#### TASK REQUIREMENTS
Starting at the top of the records below and ending with the line that contains "position:absolute; right:12px; top:12px;", print each line exactly as written, skipping the pictures.

[Collected data]
+ + + + + + +
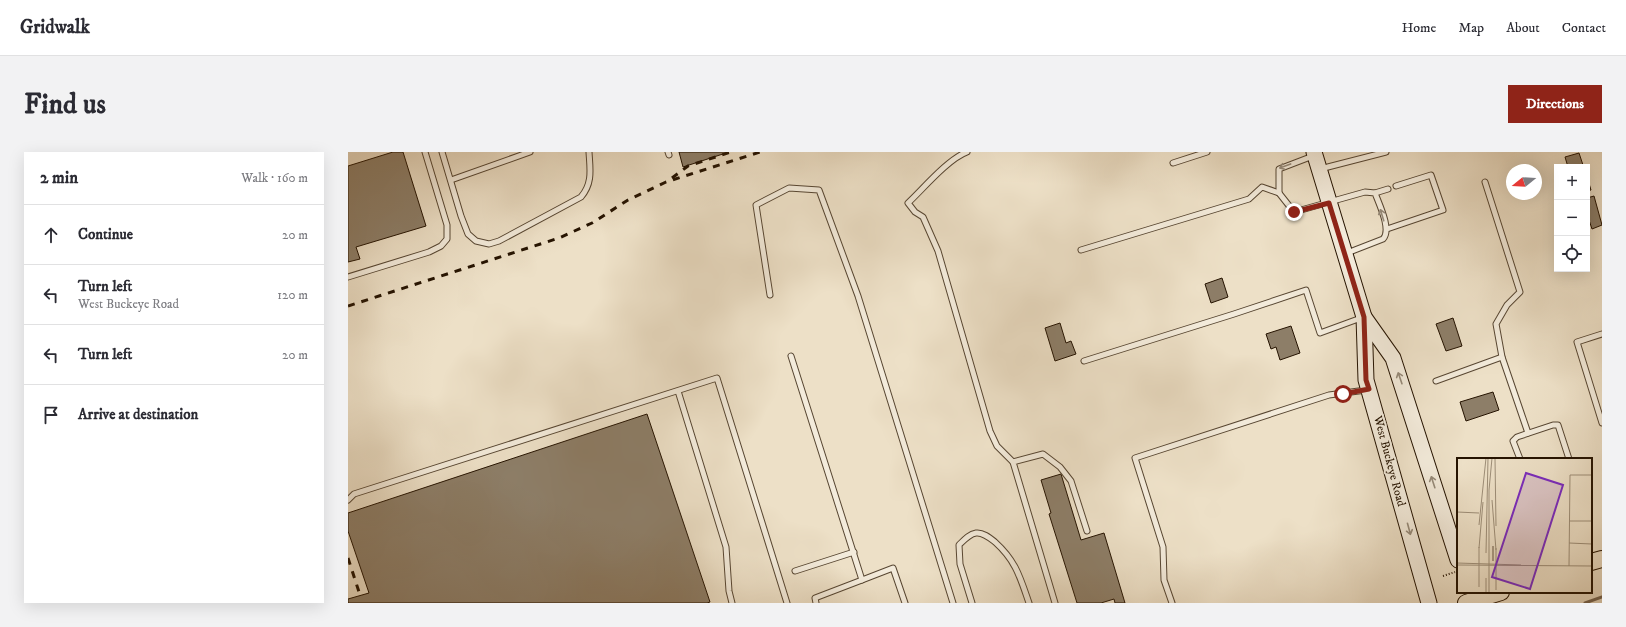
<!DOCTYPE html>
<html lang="en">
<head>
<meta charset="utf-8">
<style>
	:root { --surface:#fff; --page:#f2f2f3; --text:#2b2b33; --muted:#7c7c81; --line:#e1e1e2; --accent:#8f2418 }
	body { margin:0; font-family:"IM FELL DW Pica",serif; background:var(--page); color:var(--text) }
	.controls { position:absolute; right:12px; top:12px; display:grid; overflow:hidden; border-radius:0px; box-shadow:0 4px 16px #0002 }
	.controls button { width:36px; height:36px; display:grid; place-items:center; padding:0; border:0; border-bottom:1px solid var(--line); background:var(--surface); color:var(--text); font:20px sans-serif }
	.compass { position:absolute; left:1158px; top:12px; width:36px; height:36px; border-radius:50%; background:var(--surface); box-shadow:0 4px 16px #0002; rotate:252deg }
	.stop { position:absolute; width:12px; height:12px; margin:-9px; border:3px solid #8f2418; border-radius:50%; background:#fff }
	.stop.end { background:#8f2418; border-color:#fff; box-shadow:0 1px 4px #0008 }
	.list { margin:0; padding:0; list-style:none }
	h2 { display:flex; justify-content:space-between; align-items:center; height:52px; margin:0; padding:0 16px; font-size:17px }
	h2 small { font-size:13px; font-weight:400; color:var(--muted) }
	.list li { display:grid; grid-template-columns:26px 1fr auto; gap:12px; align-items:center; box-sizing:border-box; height:60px; padding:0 16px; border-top:1px solid var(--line) }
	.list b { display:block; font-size:15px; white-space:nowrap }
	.list p { margin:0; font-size:13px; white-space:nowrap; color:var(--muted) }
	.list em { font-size:13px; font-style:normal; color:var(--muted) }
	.icon { flex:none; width:22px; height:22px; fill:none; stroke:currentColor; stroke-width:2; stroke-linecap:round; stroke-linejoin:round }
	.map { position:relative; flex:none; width:1254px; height:451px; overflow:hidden; border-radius:0px }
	header { display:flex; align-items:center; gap:24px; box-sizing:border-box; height:56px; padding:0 20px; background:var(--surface); border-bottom:1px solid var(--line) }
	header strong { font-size:19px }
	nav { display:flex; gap:22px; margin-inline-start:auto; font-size:14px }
	.intro { display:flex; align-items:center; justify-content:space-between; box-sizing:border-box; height:96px; padding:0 24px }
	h1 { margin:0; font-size:28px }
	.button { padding:10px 18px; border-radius:0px; background:var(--accent); color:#fff; font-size:14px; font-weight:700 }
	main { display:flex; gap:24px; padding:0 24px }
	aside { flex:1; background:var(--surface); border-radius:0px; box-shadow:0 4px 16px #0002 }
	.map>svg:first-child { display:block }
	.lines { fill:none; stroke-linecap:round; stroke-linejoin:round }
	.stream { stroke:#746450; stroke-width:3 }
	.building { fill:#8d7e68; stroke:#251301 }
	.lane-casing { stroke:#574632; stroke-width:7 }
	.secondary-casing { stroke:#251301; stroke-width:17 }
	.primary-casing { stroke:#251301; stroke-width:18 }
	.path { stroke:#251301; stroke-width:2; stroke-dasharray:1 2; stroke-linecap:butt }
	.lane { stroke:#f3ebdb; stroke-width:5 }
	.secondary { stroke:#f3ebdb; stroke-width:15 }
	.primary { stroke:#ede0c7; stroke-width:16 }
	.rail { stroke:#251301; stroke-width:3; stroke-dasharray:7 7; stroke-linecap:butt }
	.oneway { stroke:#968a79 }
	.route { stroke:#8f2418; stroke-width:5 }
	.labels { text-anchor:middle; stroke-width:4; stroke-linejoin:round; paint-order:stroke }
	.street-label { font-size:12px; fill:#251301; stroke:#f3ebdb }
	.inset-river { fill:none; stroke:#a99a84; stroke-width:2 }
	.inset-road { fill:none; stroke:#9d8e78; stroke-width:1 }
	.view { fill:#7b2cbf; fill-opacity:0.15; stroke:#7b2cbf; stroke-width:2 }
	.inset-edge { fill:none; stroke:#251301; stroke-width:2 }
</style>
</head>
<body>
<header>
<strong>Gridwalk</strong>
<nav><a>Home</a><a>Map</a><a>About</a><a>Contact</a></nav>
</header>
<div class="intro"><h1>Find us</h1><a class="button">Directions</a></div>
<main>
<aside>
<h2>2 min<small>Walk · 160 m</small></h2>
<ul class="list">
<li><svg class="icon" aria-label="ahead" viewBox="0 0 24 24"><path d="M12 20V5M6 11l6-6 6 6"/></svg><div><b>Continue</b></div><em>20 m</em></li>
<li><svg class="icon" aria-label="left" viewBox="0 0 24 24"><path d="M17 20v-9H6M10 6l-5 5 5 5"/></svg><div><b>Turn left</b><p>West Buckeye Road</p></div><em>120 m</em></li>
<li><svg class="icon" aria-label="left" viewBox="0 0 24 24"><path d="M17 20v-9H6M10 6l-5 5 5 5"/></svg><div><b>Turn left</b></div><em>20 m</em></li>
<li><svg class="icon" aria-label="arrive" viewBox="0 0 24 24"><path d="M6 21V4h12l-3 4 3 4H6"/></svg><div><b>Arrive at destination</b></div></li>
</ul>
</aside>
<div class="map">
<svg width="1254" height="451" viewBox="0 0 1254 451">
	<rect width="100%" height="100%" fill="#ede0c7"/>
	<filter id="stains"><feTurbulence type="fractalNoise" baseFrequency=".005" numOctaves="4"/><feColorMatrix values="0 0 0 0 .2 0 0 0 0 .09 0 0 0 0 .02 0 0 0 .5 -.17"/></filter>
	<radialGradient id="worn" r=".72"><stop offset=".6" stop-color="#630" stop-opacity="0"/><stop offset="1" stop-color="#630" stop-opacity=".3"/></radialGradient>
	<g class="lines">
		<!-- stream -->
		<path class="stream" d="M1237,451L1254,445"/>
	</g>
	<!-- building -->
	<g class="building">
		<path d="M45,0H55L78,74L8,95L12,107L0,110V14Z"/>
		<path d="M331,0H381L335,15Z"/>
		<path d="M1231,1L1235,13L1220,15L1217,5Z"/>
		<path d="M1239,25L1243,38L1239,39Z"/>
		<path d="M1246,44L1254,73L1244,77L1239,62V46Z"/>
		<path d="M874,126L880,145L863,151L857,132Z"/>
		<path d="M1105,166L1114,194L1098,199L1088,172Z"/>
		<path d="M712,171L718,191L723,189L728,202L707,209L697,176Z"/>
		<path d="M943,174L952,201L932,208L928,195L923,197L918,182Z"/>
		<path d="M1145,240L1151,258L1118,269L1112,250Z"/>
		<path d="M299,262L362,450L359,451H0V447L21,441L0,379V361Z"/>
		<path d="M713,322L733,388L756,381L777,451H767L766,447L753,451H729L701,362L703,361L693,328Z"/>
	</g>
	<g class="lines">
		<defs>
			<g id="lane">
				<path d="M94,0L113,64L120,82L128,89L141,92L151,89L233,45C245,31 242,17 241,0"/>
				<path d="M320,0L321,3"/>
				<path d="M619,0C600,7 575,37 560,51L567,60L575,65L590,99L642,279L649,294L665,310"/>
				<path d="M825,11L859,0"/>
				<path d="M972,17L1038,0"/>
				<path d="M103,28L182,0"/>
				<path d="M1137,30L1172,140L1159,153L1148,172L1154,205L1180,281"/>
				<path d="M931,41V17L965,4"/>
				<path d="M1027,41L1040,37"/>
				<path d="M1039,77L1095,58L1083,23L1048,34"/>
				<path d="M733,98L901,47L914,35L931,41L946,60L1017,40L1027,41C1031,52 1044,78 1035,87L999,101"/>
				<path d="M0,125L81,100L93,94L99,87V73L77,0"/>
				<path d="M422,143L408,53L441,36L471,38L510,144L605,451"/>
				<path d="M1254,182L1229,190L1254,271"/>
				<path d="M443,204L514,428L467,446L468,451"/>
				<path d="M736,209L886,162L958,138L972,181L1013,166"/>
				<path d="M1088,229L1154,205"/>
				<path d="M330,239L378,395L381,439L384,451"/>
				<path d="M1172,307L1165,289L1169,285L1205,273H1210L1221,307"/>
				<path d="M0,348L6,342L369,226L439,451"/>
				<path d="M447,419L506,400"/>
				<path d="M514,428L545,416L557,451"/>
				<path d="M624,451L612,412L611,393C616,388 621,382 628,381C635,380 642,386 647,390C668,409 672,425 681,451"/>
				<path d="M707,451L665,310L695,302L712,315L723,329L739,379"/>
				<path d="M824,451L816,428L815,395L787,306L981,243L1018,238"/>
			</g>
			<g id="secondary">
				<path d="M966,0L1016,165L1018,228L1081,451"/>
				<path d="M1016,165L1045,206L1110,408"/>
			</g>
			<g id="primary">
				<path d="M1243,410L1254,407"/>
				<path d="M1118,451L1153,440"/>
			</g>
		</defs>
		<!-- lane casing -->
		<use href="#lane" class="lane-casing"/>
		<!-- secondary casing -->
		<use href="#secondary" class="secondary-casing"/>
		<!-- primary casing -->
		<use href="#primary" class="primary-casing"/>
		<!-- path -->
		<path class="path" d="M1095,424L1107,420"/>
		<!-- lane -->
		<use href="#lane" class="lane"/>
		<!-- secondary -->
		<use href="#secondary" class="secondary"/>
		<!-- primary -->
		<use href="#primary" class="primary"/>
		<!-- rail -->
		<g class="rail">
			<path d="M324,26L340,14L383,0"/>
			<path d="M0,154L211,86L244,71L280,48L318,30L412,0"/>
			<path d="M0,406L11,440"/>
		</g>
	</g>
	<!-- one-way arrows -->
	<defs><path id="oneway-shaft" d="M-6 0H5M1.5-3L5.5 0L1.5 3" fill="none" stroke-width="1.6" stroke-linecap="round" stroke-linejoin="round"/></defs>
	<g class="oneway">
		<use href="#oneway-shaft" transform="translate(937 14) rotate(160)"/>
		<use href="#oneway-shaft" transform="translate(1034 63) rotate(-107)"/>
		<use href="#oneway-shaft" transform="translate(1052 226) rotate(-109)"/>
		<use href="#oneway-shaft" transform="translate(1085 330) rotate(-108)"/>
		<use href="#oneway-shaft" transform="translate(1061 377) rotate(75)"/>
	</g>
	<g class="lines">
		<!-- route -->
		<path class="route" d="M946,60L981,51L1016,165L1018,228L1021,237L995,242"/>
	</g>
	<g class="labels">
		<!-- street labels -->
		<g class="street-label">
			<text transform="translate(1042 309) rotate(75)" y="4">West Buckeye Road</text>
		</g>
	</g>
	<!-- overview -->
	<g transform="translate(1109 306)">
		<rect width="135" height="135" fill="#ede0c7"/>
		<path class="inset-river" d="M36,88V103"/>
		<path class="inset-road" d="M38,0L39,68M35,42L39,92M0,54L22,55M113,63H135M22,67L29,0M112,85L135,86M22,90L26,44M39,90V132M29,95L31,0M0,105L64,107M0,107L135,108M112,108L113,17H135M22,129V89M29,135V120M32,135V32L35,0"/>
		<path class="view" d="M69,15L106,27L73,131L35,119Z"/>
		<rect width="135" height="135" class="inset-edge"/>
	</g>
	<rect width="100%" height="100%" filter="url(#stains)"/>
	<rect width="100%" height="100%" fill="url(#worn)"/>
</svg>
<div class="controls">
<button>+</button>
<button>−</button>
<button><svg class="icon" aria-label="locate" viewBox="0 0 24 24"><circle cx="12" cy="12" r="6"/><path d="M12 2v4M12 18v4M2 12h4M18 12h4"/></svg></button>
</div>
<svg class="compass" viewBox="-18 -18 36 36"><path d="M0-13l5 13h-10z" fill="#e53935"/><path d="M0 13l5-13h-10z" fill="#7c7c81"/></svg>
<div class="stop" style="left:995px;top:242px"></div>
<div class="stop end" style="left:946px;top:60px"></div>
</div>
</main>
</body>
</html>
+ + + + + + +
#### ANSWER BOX
<!DOCTYPE html>
<html lang="en">
<head>
<meta charset="utf-8">
<style>
	:root { --surface:#fff; --page:#f2f2f3; --text:#2b2b33; --muted:#7c7c81; --line:#e1e1e2; --accent:#8f2418 }
	body { margin:0; font-family:"IM FELL DW Pica",serif; background:var(--page); color:var(--text) }
	.controls { position:absolute; right:12px; top:12px; display:grid; overflow:hidden; border-radius:0px; box-shadow:0 4px 16px #0002 }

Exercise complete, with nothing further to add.